* **Stored data**:
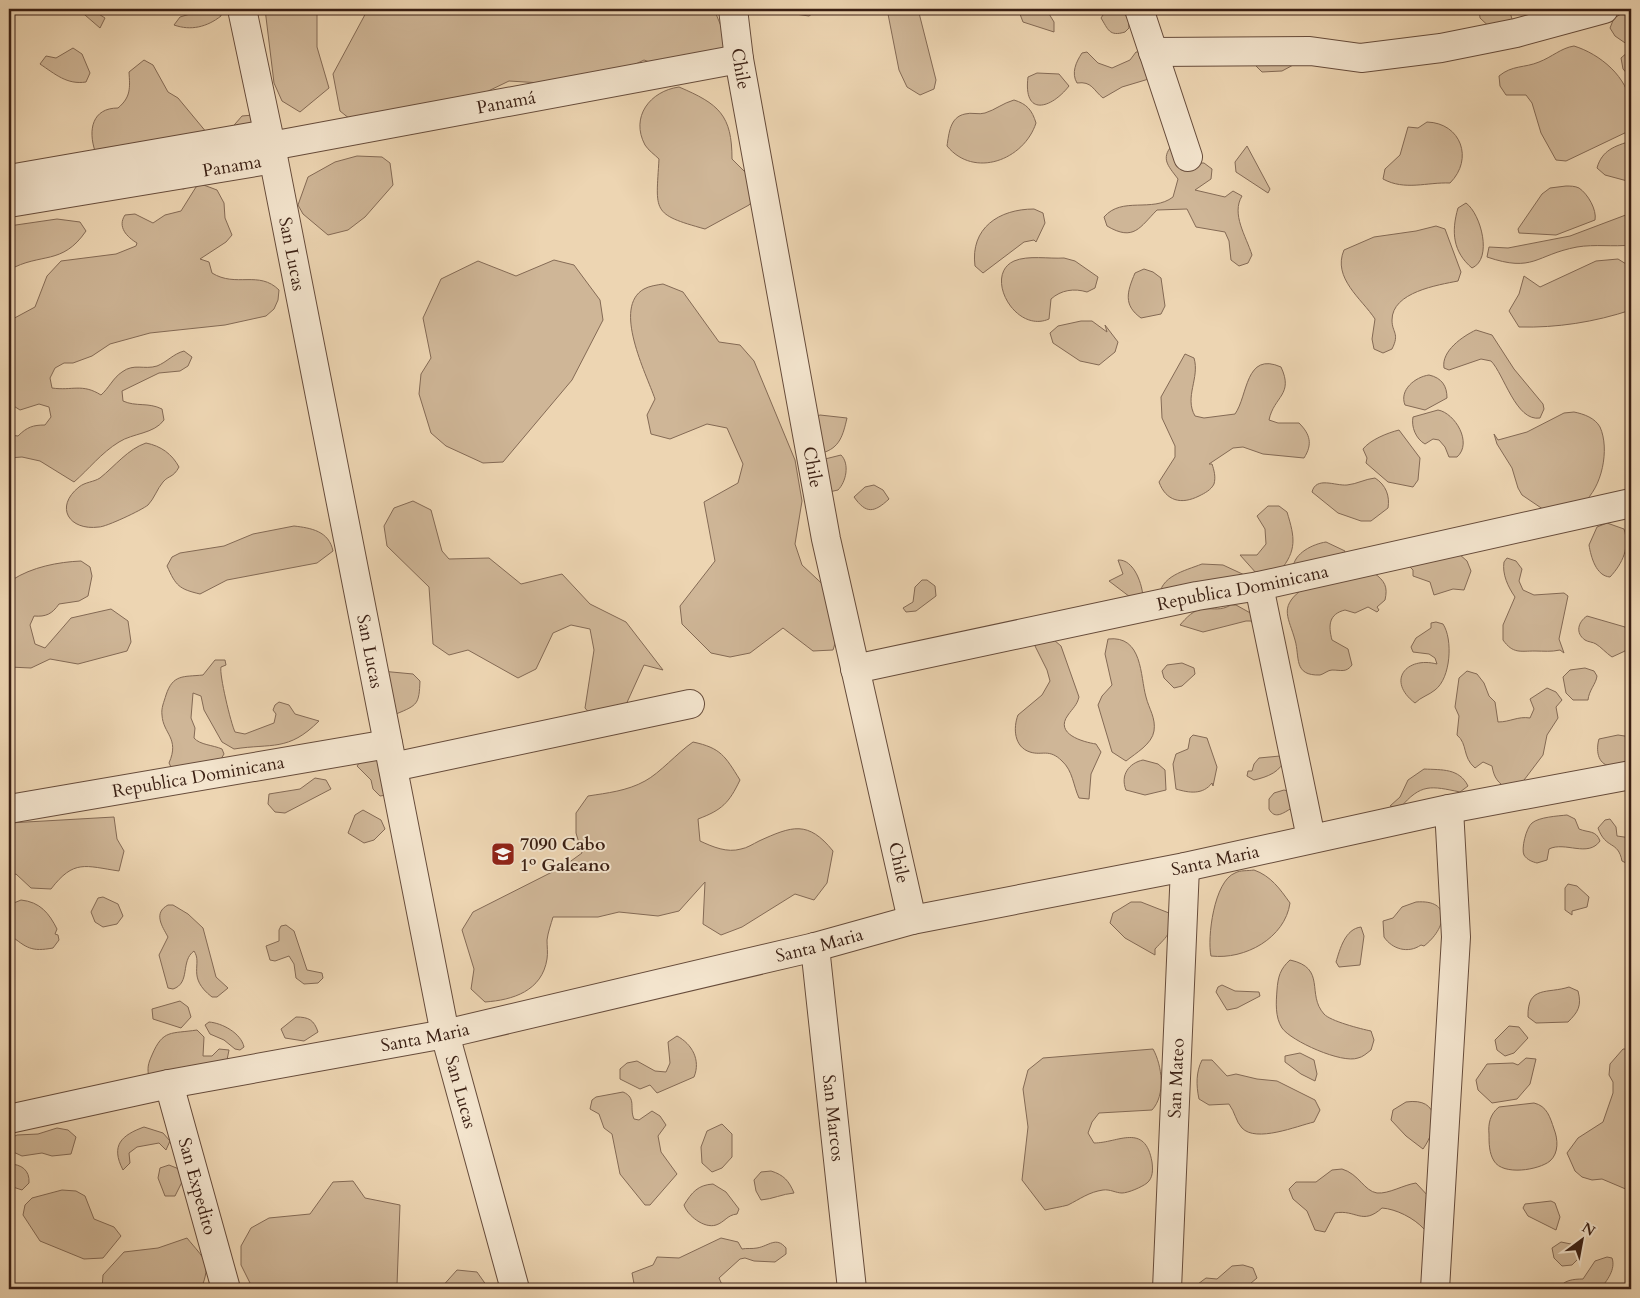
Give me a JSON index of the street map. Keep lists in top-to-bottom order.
{
  "streets": {
    "street": [
      "Chile",
      "Panamá",
      "Panama",
      "San Lucas",
      "Republica Dominicana",
      "Santa Maria",
      "San Mateo",
      "San Marcos",
      "San Expedito"
    ]
  },
  "crossings": [
    ["Chile", "Panamá"],
    ["Chile", "Republica Dominicana"],
    ["Chile", "Santa Maria"],
    ["Panamá", "Panama"],
    ["Panamá", "San Lucas"],
    ["Panama", "San Lucas"],
    ["San Lucas", "Republica Dominicana"],
    ["San Lucas", "Santa Maria"],
    ["Santa Maria", "San Mateo"],
    ["Santa Maria", "San Marcos"],
    ["Santa Maria", "San Expedito"]
  ],
  "places": {
    "school or university": ["7090 Cabo 1º Galeano"]
  },
  "north": "top right"
}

* **Task details**: If a record contains a picture, leave the picture out; repeat the record itself exactly.

* **Answer to the exercise**:
Give me a JSON index of the street map. Keep lists in top-to-bottom order.
{
  "streets": {
    "street": [
      "Chile",
      "Panamá",
      "Panama",
      "San Lucas",
      "Republica Dominicana",
      "Santa Maria",
      "San Mateo",
      "San Marcos",
      "San Expedito"
    ]
  },
  "crossings": [
    ["Chile", "Panamá"],
    ["Chile", "Republica Dominicana"],
    ["Chile", "Santa Maria"],
    ["Panamá", "Panama"],
    ["Panamá", "San Lucas"],
    ["Panama", "San Lucas"],
    ["San Lucas", "Republica Dominicana"],
    ["San Lucas", "Santa Maria"],
    ["Santa Maria", "San Mateo"],
    ["Santa Maria", "San Marcos"],
    ["Santa Maria", "San Expedito"]
  ],
  "places": {
    "school or university": ["7090 Cabo 1º Galeano"]
  },
  "north": "top right"
}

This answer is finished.